De acordo com Cássio Braga, presidente do CIEMG, o novo Código Ambiental de Contagem não contraria apenas os interesses de quem empreende na cidade, mas de toda a sociedade, na medida em que onera o investimento e repele potenciais investidores, tirando a competitividade dos empreendimentos instalados no município e os que pretendem se instalar. A cidade perde os empregos e os tributos que seriam gerados para o município, pelas atividades econômicas desempenhadas pelo empreendimento. “A proposta do Código de Meio Ambiente de Contagem em discussão se posiciona erroneamente, ao aumentar significativamente as restrições, e exigir compensações ambientais, que podem ser até 4 vezes superior à exigida nos licenciamentos análogos na esfera estadual ou qualquer outra cidade, que tenha celebrado convênio para realizar licenciamento no âmbito municipal. Mais ainda, a legislação cria áreas de preservação e amortecimento, que desencadearam novas obrigações para o setor produtivo custear, ditas “compensações socioambientais” que poderão ser cobradas dos empreendimentos já instalados e licenciados, que fatalmente vai implicar em maior custo, menos competitividade e desestímulo do investimento, diminuindo  a atratividade de novos empreendimentos para a cidade em competições com as cidades vizinhas da RMBH”, ressalta Braga. 

O empresário esclarece que o CIEMG pede minimamente é que o Código Ambiental de Contagem seja alinhado com a DN 217/2017, que é a normatização construída no âmbito estadual, e que foi construída após vários anos de discussão com a sociedade e a classe empresarial, que agiliza os processos, sem necessariamente promover novas onerações. “Nós queremos que as compensações ambientais em Contagem siga os parâmetros de 0,5% previsto na legislação federal e estadual, e não de até 2% como a administração está  propondo”, diz Braga. 

Segundo Braga, se a legislação proposta trouxer para dentro do licenciamento ambiental as chamadas “compensações socioambientais”, isso implicará em novos ônus para os investimentos, inclusive os já instalados e licenciados, com obrigações em princípio estranhas ao processo, dificultando os licenciamentos e sobrecarregando o setor produtivo no seu momento mais crucial. “Mais uma vez, temos alertado ao município e ao prefeito que, se esse código vier a ser aprovado na forma proposta, Contagem pode perder valiosos investimentos industriais e se tornar uma cidade dormitório, onde ela vai acolher grande massa da população de baixa renda da RMBH, com todas as demandas de saúde, educação e segurança provenientes, perdendo atratividade para as empresas que vão gerar os empregos, as riquezas e as receitas tributárias para custear esses investimentos”, ressaltou. 

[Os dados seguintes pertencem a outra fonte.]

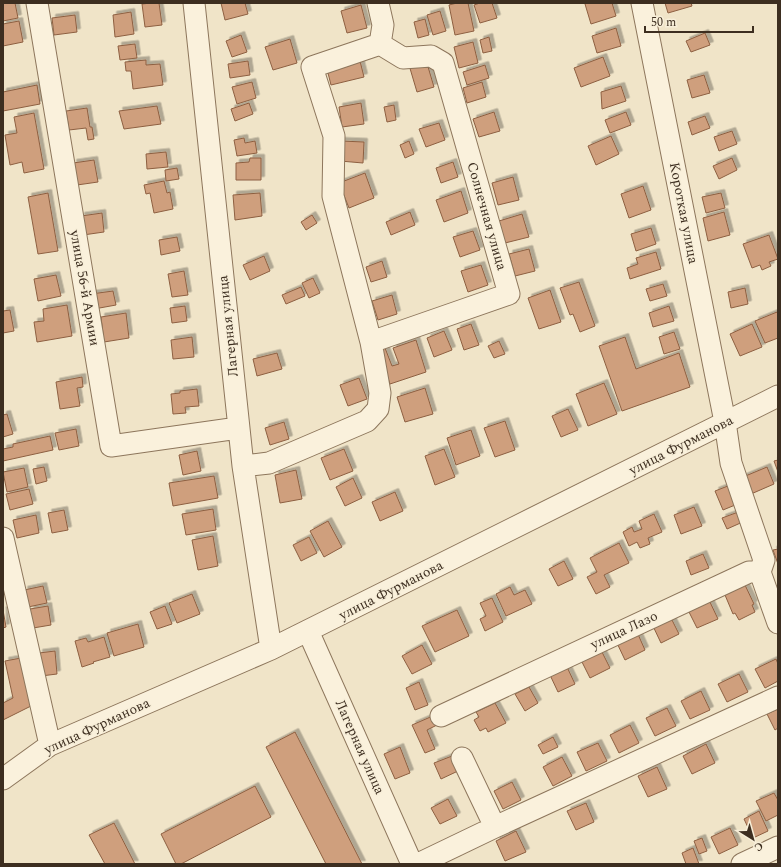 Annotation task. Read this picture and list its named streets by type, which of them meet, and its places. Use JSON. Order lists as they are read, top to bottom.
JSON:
{
  "streets": {
    "street": [
      "Короткая улица",
      "Солнечная улица",
      "улица 56-й Армии",
      "Лагерная улица",
      "улица Фурманова",
      "улица Лазо"
    ]
  },
  "crossings": [
    ["Короткая улица", "улица Фурманова"],
    ["Короткая улица", "улица Лазо"],
    ["улица 56-й Армии", "Лагерная улица"],
    ["Лагерная улица", "улица Фурманова"]
  ],
  "scale_bar": "50 m",
  "north": "bottom right"
} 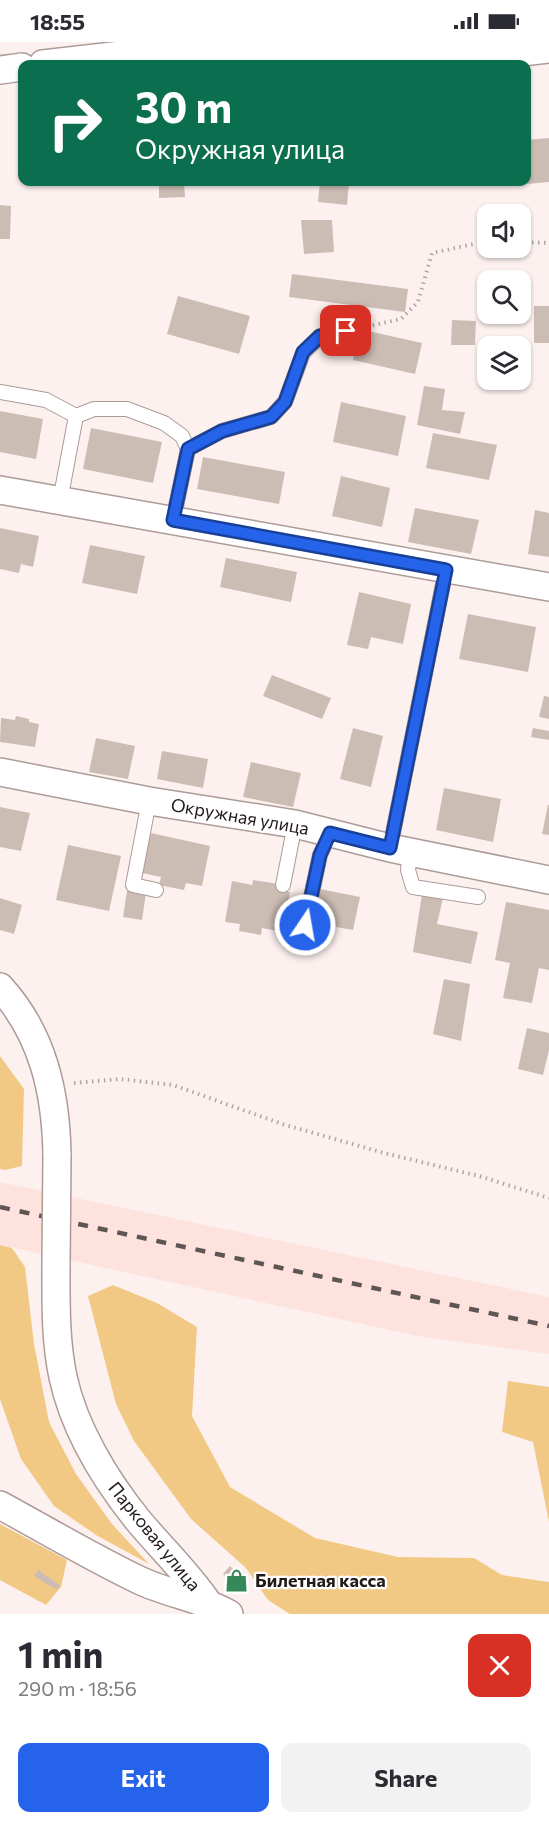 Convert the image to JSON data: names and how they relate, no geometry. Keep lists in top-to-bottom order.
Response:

Em novembro foram realizadas três audiências públicas pelo Conselho de Meio Ambiente de Contagem – COMAC, várias reuniões com os técnicos da área e um seminário com o tema: “Proposta de Código Ambiental para Contagem”, no Parque Ecológico do Eldorado, dos quais os empresários do CIEMG e técnicos da FIEMG participaram ativamente e levaram as preocupações, posições e ponderações técnicas e jurídicas da classe empresarial, sem, até o momento, conseguir construir um consenso com a administração municipal.   Porém, ficou acertado uma reunião com o prefeito para dia 06/11, e uma nova audiência do COMAC, que é formado por membros da sociedade civil, do setor produtivo, e dos poderes legislativo e executivo municipais, para discussão do Código Ambiental, artigo por artigo, em reuniões seguidas, que serão convocadas a partir da última semana de novembro/2018, quando os posicionamentos do CIEMG serão colocados para aprovação do conselho.